We learn from the stories about Jesus what it means to live as a constant resistor to empire. We see what inclusion looks like. We understand more about nonviolence as a way of life. We get a glimpse of a new community struggling to define itself and make sense of their experience.
And as we see all of these various types of literature, all of the stories of flawed and holy people, all of the grasping at language to explain God, we learn how to speak and to think. Our lives are shaped and we are strengthened for the work that is in front of us.
The Bible isn’t a field manual, but it doesn’t need to be. It is instead the story of people on a journey toward God and toward justice. We would do well to let it encourage us and strengthen us, to shape us and change us, to deepen our imagination and to challenge our limited thinking. It is a text that continues to encourage my commitment to resisting imperialism both in the world and in my own heart. It is a text I wrestle with and one that I love. And living in that tension with the Bible helps me also to live in tension in the world.
First, just to get it off my chest: your old tradition did not actually read the Bible literally, that is impossible. It read it in a way very strongly shaped by an interpretive community and as (conscious or not) rhetorical strategy to make the reading look unquestionable, referred to it as “literally.”
Now to actually engage your post. I don’t think that there’s a true conflict between reading the Bible in a careful historically-oriented way and one that embraces the beauty and themes of the Bible. I think to really understand what’s going on with a text even 100 years old requires attention to history, and the Bible’s texts include portions well over 2000 years old.
Understanding the context of things makes what would be clear to the early readers, available to us, or at least partly so.
This doesn’t mean that we need to carefully cross reference every thing we look at in the Bible, but it does mean we need to read with an eye to context, and an awareness that it isn’t rooted in our own time.
Yes. I realize they didn’t read it literally. I was just trying to engage with how I thought I was reading the Bible.
And I agree, reading historically doesn’t take away from the beauty. I personally think that reading in that way deepens beauty and meaning.
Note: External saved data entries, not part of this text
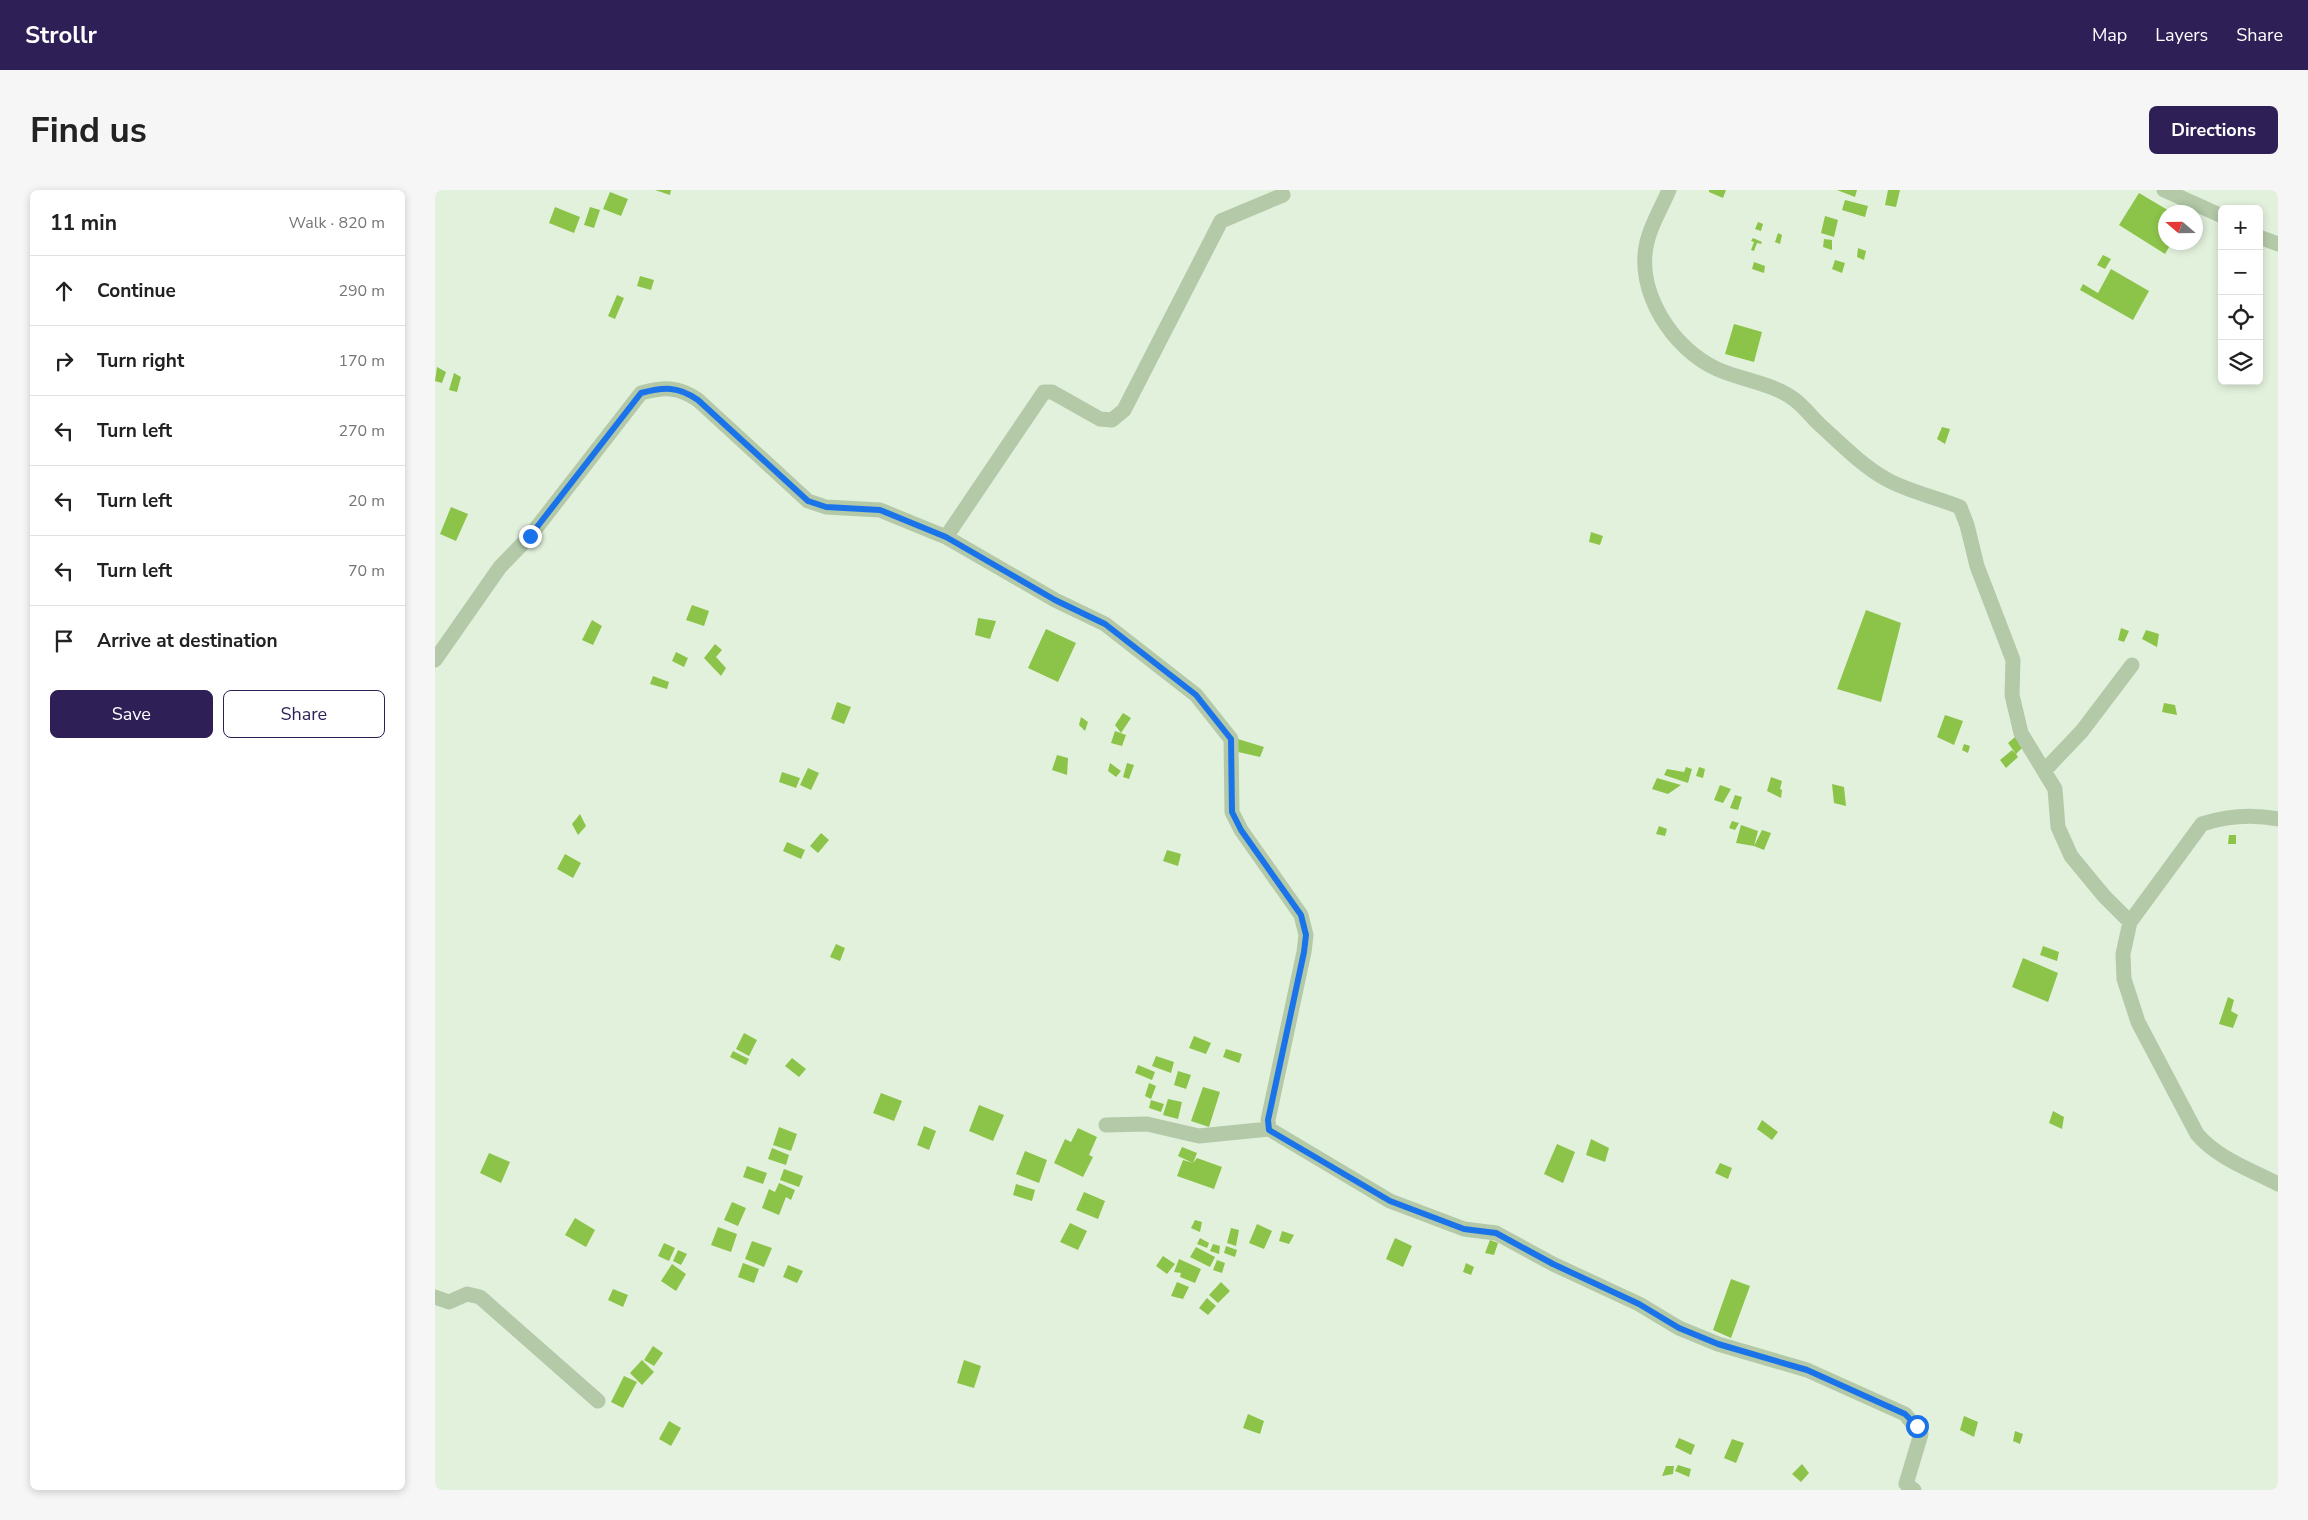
<!DOCTYPE html>
<meta charset="utf-8">
<style>
:root{--surface:#fff;--page:#f6f6f6;--text:#222;--muted:#767676;--line:#e0e0e0;--accent:#2e1f57}
body{margin:0;font-family:"Nunito Sans",sans-serif;background:var(--page);color:var(--text)}
.controls{position:absolute;right:15px;top:15px;display:grid;overflow:hidden;border-radius:8px;box-shadow:0 2px 8px #0003}
.controls button{width:45px;height:45px;display:grid;place-items:center;padding:0;border:0;border-bottom:1px solid var(--line);background:var(--surface);color:var(--text);font:25px sans-serif}
.compass{position:absolute;left:1723px;top:15px;width:45px;height:45px;border-radius:50%;background:var(--surface);box-shadow:0 2px 8px #0003;rotate:290deg}
.stop{position:absolute;width:15px;height:15px;margin:-11px;border:4px solid #1a73e8;border-radius:50%;background:#fff}
.stop.end{background:#1a73e8;border-color:#fff;box-shadow:0 1px 5px #0008}
.list{margin:0;padding:0;list-style:none}
h2{display:flex;justify-content:space-between;align-items:center;height:65px;margin:0;padding:0 20px;font-size:21px}
h2 small{font-size:16px;font-weight:400;color:var(--muted)}
.list li{display:grid;grid-template-columns:32px 1fr auto;gap:15px;align-items:center;box-sizing:border-box;height:70px;padding:0 20px;border-top:1px solid var(--line)}
.list b{display:block;font-size:19px;white-space:nowrap}
.list em{font-size:16px;font-style:normal;color:var(--muted)}
.actions{display:flex;gap:10px;padding:15px 20px}
.actions a{flex:1;padding:11px 0;border:1px solid var(--accent);border-radius:8px;text-align:center;font-size:18px;color:var(--accent)}
.actions .main{background:var(--accent);color:#fff}
.icon{flex:none;width:28px;height:28px;fill:none;stroke:currentColor;stroke-width:2;stroke-linecap:round;stroke-linejoin:round}
.map{position:relative;flex:none;width:1843px;height:1300px;overflow:hidden;border-radius:8px}
header{display:flex;align-items:center;gap:30px;box-sizing:border-box;height:70px;padding:0 25px;background:var(--accent);color:#fff}
header strong{font-size:24px}
nav{display:flex;gap:28px;margin-inline-start:auto;font-size:18px}
.intro{display:flex;align-items:center;justify-content:space-between;box-sizing:border-box;height:120px;padding:0 30px}
h1{margin:0;font-size:35px}
.button{padding:12px 22px;border-radius:8px;background:var(--accent);color:#fff;font-size:18px;font-weight:700}
main{display:flex;gap:30px;padding:0 30px}
aside{flex:1;background:var(--surface);border-radius:8px;box-shadow:0 2px 8px #0003}
.map>svg:first-child{display:block}
.building{fill:#8cc349}
.lines{fill:none;stroke-linecap:round;stroke-linejoin:round}
.minor{stroke:#b3c9a8;stroke-width:15}
.route{stroke:#1a73e8;stroke-width:6}
</style>
<header>
<strong>Strollr</strong>
<nav><a>Map</a><a>Layers</a><a>Share</a></nav>
</header>
<div class="intro"><h1>Find us</h1><a class="button">Directions</a></div>
<main>
<aside>
<h2>11 min<small>Walk · 820 m</small></h2>
<ul class="list">
<li><svg class="icon" aria-label="ahead" viewBox="0 0 24 24"><path d="M12 20V5M6 11l6-6 6 6"/></svg><div><b>Continue</b></div><em>290 m</em></li>
<li><svg class="icon" aria-label="right" viewBox="0 0 24 24"><path d="M7 20v-9h11M14 6l5 5-5 5"/></svg><div><b>Turn right</b></div><em>170 m</em></li>
<li><svg class="icon" aria-label="left" viewBox="0 0 24 24"><path d="M17 20v-9H6M10 6l-5 5 5 5"/></svg><div><b>Turn left</b></div><em>270 m</em></li>
<li><svg class="icon" aria-label="left" viewBox="0 0 24 24"><path d="M17 20v-9H6M10 6l-5 5 5 5"/></svg><div><b>Turn left</b></div><em>20 m</em></li>
<li><svg class="icon" aria-label="left" viewBox="0 0 24 24"><path d="M17 20v-9H6M10 6l-5 5 5 5"/></svg><div><b>Turn left</b></div><em>70 m</em></li>
<li><svg class="icon" aria-label="arrive" viewBox="0 0 24 24"><path d="M6 21V4h12l-3 4 3 4H6"/></svg><div><b>Arrive at destination</b></div></li>
</ul>
<div class="actions"><a class="main">Save</a><a>Share</a></div>
</aside>
<div class="map">
<svg width="1843" height="1300" viewBox="0 0 1843 1300">
<rect width="100%" height="100%" fill="#e2f1dc"/>
<!-- building -->
<path class="building" d="M 220,0 L 236,0 L 235,5 Z
M 1274,0 L 1291,0 L 1288,8 L 1274,2 Z
M 1402,0 L 1422,0 L 1420,7 Z
M 1453,0 L 1465,0 L 1461,17 L 1450,15 Z
M 175,2 L 193,9 L 186,26 L 168,19 Z
M 1704,3 L 1736,22 L 1730,22 L 1730,52 L 1737,52 L 1730,64 L 1684,35 Z
M 1410,10 L 1433,16 L 1430,27 L 1407,20 Z
M 120,17 L 145,27 L 139,43 L 114,33 Z
M 155,17 L 165,20 L 159,38 L 149,35 Z
M 1390,26 L 1403,30 L 1399,47 L 1386,43 Z
M 1323,32 L 1328,34 L 1326,41 L 1320,39 Z
M 1343,43 L 1347,45 L 1345,54 L 1340,52 Z
M 1318,48 L 1327,52 L 1326,54 L 1322,53 L 1319,61 L 1316,60 L 1319,52 L 1316,51 Z
M 1389,49 L 1397,50 L 1397,60 L 1388,57 Z
M 1423,58 L 1431,61 L 1429,70 L 1422,67 Z
M 1668,65 L 1676,69 L 1670,79 L 1662,75 Z
M 1400,70 L 1410,73 L 1407,83 L 1397,79 Z
M 1319,72 L 1330,76 L 1329,83 L 1317,79 Z
M 1676,79 L 1714,101 L 1698,130 L 1645,100 L 1648,94 L 1663,103 Z
M 205,86 L 219,90 L 216,100 L 202,96 Z
M 182,105 L 189,108 L 180,129 L 173,126 Z
M 1299,134 L 1327,142 L 1319,172 L 1290,164 Z
M 2,177 L 11,182 L 7,193 L 0,191 Z
M 19,183 L 26,187 L 22,202 L 14,200 Z
M 1507,237 L 1515,239 L 1510,254 L 1502,249 Z
M 16,317 L 33,324 L 21,351 L 5,344 Z
M 1156,342 L 1168,346 L 1165,355 L 1154,352 Z
M 257,415 L 274,421 L 269,436 L 251,430 Z
M 1431,420 L 1466,433 L 1446,512 L 1402,499 Z
M 543,428 L 561,431 L 555,449 L 540,445 Z
M 157,430 L 167,436 L 158,455 L 147,450 Z
M 1686,438 L 1694,441 L 1689,452 L 1683,450 Z
M 611,439 L 641,453 L 623,492 L 593,478 Z
M 1711,440 L 1724,444 L 1722,457 L 1707,449 Z
M 280,454 L 287,460 L 281,467 L 291,478 L 286,486 L 269,468 Z
M 241,462 L 253,468 L 249,477 L 237,471 Z
M 218,486 L 234,492 L 232,499 L 215,494 Z
M 402,512 L 416,517 L 409,534 L 396,529 Z
M 1729,513 L 1740,515 L 1742,525 L 1727,522 Z
M 688,523 L 696,528 L 686,543 L 680,535 Z
M 1510,525 L 1528,531 L 1519,555 L 1502,547 Z
M 646,527 L 653,532 L 650,541 L 644,535 Z
M 680,541 L 691,545 L 687,556 L 676,553 Z
M 1580,547 L 1588,557 L 1581,564 L 1583,567 L 1571,578 L 1565,570 L 1577,560 L 1581,564 L 1573,553 Z
M 803,549 L 829,557 L 825,567 L 799,561 Z
M 1529,554 L 1535,556 L 1533,563 L 1527,560 Z
M 622,565 L 633,568 L 632,585 L 617,580 Z
M 675,573 L 686,581 L 681,587 L 673,581 Z
M 692,573 L 699,575 L 694,589 L 688,587 Z
M 1251,577 L 1257,579 L 1253,593 L 1229,585 L 1232,579 L 1249,582 Z
M 1264,577 L 1270,579 L 1268,588 L 1261,586 Z
M 373,578 L 384,583 L 376,600 L 365,595 Z
M 347,582 L 365,588 L 361,598 L 344,592 Z
M 1336,587 L 1347,591 L 1345,599 L 1347,600 L 1346,608 L 1332,601 Z
M 1222,588 L 1246,595 L 1233,604 L 1217,599 Z
M 1397,594 L 1409,597 L 1411,616 L 1399,613 Z
M 1285,595 L 1296,599 L 1288,613 L 1279,610 Z
M 1300,605 L 1307,607 L 1303,620 L 1295,618 Z
M 145,624 L 151,636 L 143,645 L 137,634 Z
M 1297,631 L 1304,633 L 1300,640 L 1294,638 Z
M 1306,635 L 1323,641 L 1319,656 L 1301,653 Z
M 1224,636 L 1232,639 L 1230,646 L 1221,644 Z
M 1327,640 L 1336,643 L 1329,660 L 1319,656 Z
M 386,643 L 394,650 L 383,663 L 375,656 Z
M 1794,645 L 1801,645 L 1801,654 L 1793,654 Z
M 352,652 L 370,660 L 366,669 L 348,661 Z
M 732,660 L 746,664 L 743,676 L 728,671 Z
M 130,664 L 146,673 L 138,688 L 122,679 Z
M 401,754 L 410,758 L 405,771 L 395,767 Z
M 1608,756 L 1624,762 L 1622,771 L 1605,765 Z
M 1588,768 L 1623,783 L 1613,812 L 1577,797 Z
M 1793,807 L 1799,810 L 1796,821 L 1803,825 L 1798,838 L 1784,834 Z
M 309,843 L 322,850 L 314,866 L 301,859 Z
M 759,846 L 776,853 L 771,864 L 754,858 Z
M 791,859 L 807,864 L 804,873 L 788,867 Z
M 298,861 L 314,869 L 311,875 L 295,867 Z
M 721,866 L 739,872 L 736,883 L 717,876 Z
M 357,868 L 371,879 L 364,887 L 350,876 Z
M 703,875 L 720,882 L 717,890 L 700,883 Z
M 743,881 L 756,885 L 751,899 L 739,895 Z
M 714,893 L 721,896 L 716,909 L 710,906 Z
M 768,897 L 785,902 L 774,937 L 756,931 Z
M 446,903 L 467,911 L 459,931 L 438,923 Z
M 733,909 L 747,912 L 743,929 L 728,925 Z
M 716,910 L 729,914 L 726,922 L 714,918 Z
M 544,915 L 569,925 L 558,951 L 534,941 Z
M 1618,921 L 1629,927 L 1627,939 L 1614,933 Z
M 1327,930 L 1343,942 L 1337,950 L 1322,939 Z
M 489,936 L 501,941 L 494,960 L 482,955 Z
M 344,937 L 362,944 L 356,961 L 338,955 Z
M 643,938 L 662,947 L 654,965 L 658,967 L 648,987 L 619,973 L 630,949 L 636,952 Z
M 1156,949 L 1174,958 L 1170,972 L 1151,965 Z
M 1122,954 L 1140,962 L 1128,993 L 1109,984 Z
M 747,957 L 762,963 L 758,973 L 743,966 Z
M 337,958 L 354,965 L 351,975 L 333,969 Z
M 590,961 L 612,970 L 604,993 L 581,984 Z
M 54,963 L 75,972 L 66,993 L 45,983 Z
M 762,968 L 787,977 L 779,999 L 742,986 L 748,970 L 758,973 Z
M 1285,973 L 1297,978 L 1293,989 L 1280,983 Z
M 312,976 L 332,983 L 328,994 L 308,987 Z
M 349,979 L 368,986 L 364,997 L 345,990 Z
M 344,993 L 360,1000 L 356,1010 L 351,1007 L 344,1025 L 327,1018 L 334,999 L 340,1002 Z
M 581,994 L 600,1000 L 597,1011 L 578,1005 Z
M 649,1002 L 670,1011 L 663,1029 L 641,1020 Z
M 297,1012 L 311,1018 L 303,1036 L 289,1030 Z
M 140,1028 L 160,1040 L 151,1057 L 130,1045 Z
M 760,1030 L 767,1032 L 765,1042 L 756,1038 Z
M 635,1033 L 652,1041 L 643,1060 L 625,1052 Z
M 822,1034 L 837,1041 L 829,1059 L 814,1053 Z
M 283,1037 L 302,1044 L 296,1062 L 276,1055 Z
M 796,1038 L 804,1040 L 801,1056 L 792,1053 Z
M 847,1041 L 859,1045 L 854,1054 L 844,1051 Z
M 765,1048 L 774,1053 L 772,1058 L 762,1054 Z
M 960,1048 L 977,1056 L 968,1077 L 951,1069 Z
M 1055,1050 L 1063,1053 L 1059,1065 L 1050,1063 Z
M 317,1051 L 337,1058 L 329,1077 L 310,1069 Z
M 229,1053 L 240,1058 L 234,1071 L 223,1066 Z
M 778,1054 L 785,1056 L 784,1064 L 775,1061 Z
M 791,1056 L 802,1060 L 800,1067 L 789,1063 Z
M 761,1057 L 780,1067 L 775,1077 L 755,1067 Z
M 243,1060 L 252,1064 L 246,1075 L 238,1071 Z
M 728,1066 L 740,1074 L 732,1084 L 721,1076 Z
M 744,1069 L 766,1079 L 760,1093 L 745,1087 L 746,1083 L 739,1082 Z
M 782,1070 L 790,1073 L 787,1083 L 778,1080 Z
M 308,1073 L 324,1079 L 319,1093 L 303,1087 Z
M 1031,1073 L 1039,1077 L 1036,1085 L 1028,1082 Z
M 237,1074 L 251,1084 L 241,1101 L 226,1091 Z
M 353,1075 L 368,1081 L 362,1093 L 348,1087 Z
M 1296,1089 L 1315,1096 L 1296,1148 L 1278,1140 Z
M 742,1092 L 754,1097 L 748,1109 L 736,1106 Z
M 786,1092 L 795,1101 L 783,1113 L 774,1105 Z
M 178,1099 L 193,1105 L 188,1117 L 173,1110 Z
M 772,1108 L 781,1116 L 773,1125 L 764,1118 Z
M 218,1156 L 228,1163 L 219,1176 L 209,1170 Z
M 207,1170 L 219,1182 L 207,1195 L 195,1183 Z
M 529,1170 L 546,1176 L 539,1198 L 522,1193 Z
M 189,1186 L 202,1192 L 188,1218 L 176,1212 Z
M 813,1224 L 829,1231 L 825,1244 L 808,1238 Z
M 1529,1226 L 1543,1232 L 1539,1247 L 1525,1240 Z
M 234,1231 L 246,1238 L 236,1256 L 224,1249 Z
M 1580,1241 L 1588,1244 L 1585,1254 L 1578,1251 Z
M 1244,1248 L 1260,1255 L 1256,1265 L 1240,1257 Z
M 1297,1249 L 1309,1253 L 1301,1273 L 1289,1268 Z
M 1367,1274 L 1374,1283 L 1366,1292 L 1357,1284 Z
M 1243,1275 L 1256,1279 L 1254,1287 L 1240,1281 Z
M 1231,1276 L 1239,1276 L 1238,1284 L 1227,1286 Z"/>
<g class="lines">
<!-- minor -->
<path class="minor" d="M 1234,0 C 1227,17 1216,34 1212,52 C 1200,102 1238,159 1282,179 C 1306,190 1338,193 1360,210 C 1368,216 1376,226 1384,234 C 1404,252 1427,276 1451,289 C 1474,302 1501,307 1525,317 L 1532,335 L 1542,376 L 1578,470 L 1577,505 L 1586,543 L 1620,599 L 1623,637 L 1636,666 L 1669,706 L 1695,732
M 1729,0 L 1787,26
M 1824,47 L 1843,54
M 511,347 L 609,202 L 617,202 L 665,229 L 677,230 L 689,220 L 786,31 L 848,5
M 0,470 L 65,377 L 95,346 L 206,203 C 229,197 243,196 263,210 L 373,311 L 391,317 L 445,320 L 511,347 L 620,410 L 670,434 L 761,505 L 796,549 L 797,622 L 806,640 L 866,725 L 871,745 L 869,762 L 833,930 L 834,939 L 955,1011 L 1029,1039 L 1061,1043 L 1118,1074 L 1204,1114 L 1244,1138 L 1283,1154 L 1372,1180 L 1470,1224 L 1486,1244 L 1471,1294 L 1479,1300
M 1610,580 L 1647,541 L 1697,475
M 1843,629 C 1817,624 1792,626 1767,634 L 1695,732 L 1688,764 L 1689,789 L 1703,832 L 1762,944 C 1782,968 1816,980 1843,994
M 671,935 L 712,934 L 764,946 L 834,939
M 0,1107 L 14,1112 L 32,1104 L 45,1107 L 163,1211"/>
</g>
<g class="lines">
<!-- route -->
<path class="route" d="M 95,346 L 206,203 C 229,197 243,196 263,210 L 373,311 L 391,317 L 445,320 L 511,347 L 620,410 L 670,434 L 761,505 L 796,549 L 797,622 L 806,640 L 866,725 L 871,745 L 869,762 L 833,930 L 834,940 L 955,1011 L 1029,1039 L 1061,1043 L 1118,1074 L 1204,1114 L 1244,1138 L 1283,1154 L 1372,1180 L 1470,1224 L 1482,1236"/>
</g>
</svg>
<div class="controls">
<button>+</button>
<button>−</button>
<button><svg class="icon" aria-label="locate" viewBox="0 0 24 24"><circle cx="12" cy="12" r="6"/><path d="M12 2v4M12 18v4M2 12h4M18 12h4"/></svg></button>
<button><svg class="icon" aria-label="layers" viewBox="0 0 24 24"><path d="M12 4l9 5-9 5-9-5zM3 14l9 5 9-5"/></svg></button>
</div>
<svg class="compass" viewBox="-18 -18 36 36"><path d="M0-13l5 13h-10z" fill="#e53935"/><path d="M0 13l5-13h-10z" fill="#767676"/></svg>
<div class="stop" style="left:1482px;top:1236px"></div>
<div class="stop end" style="left:95px;top:346px"></div>
</div>
</main>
However, I also think that if one is only reading it as an historical document you miss a lot of what is life giving about it.
Well put, Shay! It was a huge struggle for me to reclaim and devotional and worship-oriented way of reading the bible after only a year of academic study, and took many years after that. Actually, to be honest I need to say that it’s an ongoing process. But I really appreciate your inclusion of the OT – there is so much humanity and grace there, and recently in liberal Christian circles I’ve been finding it hard to even begin to articulate that. There’s a lot of liberal supersessionism and Marcionism out there.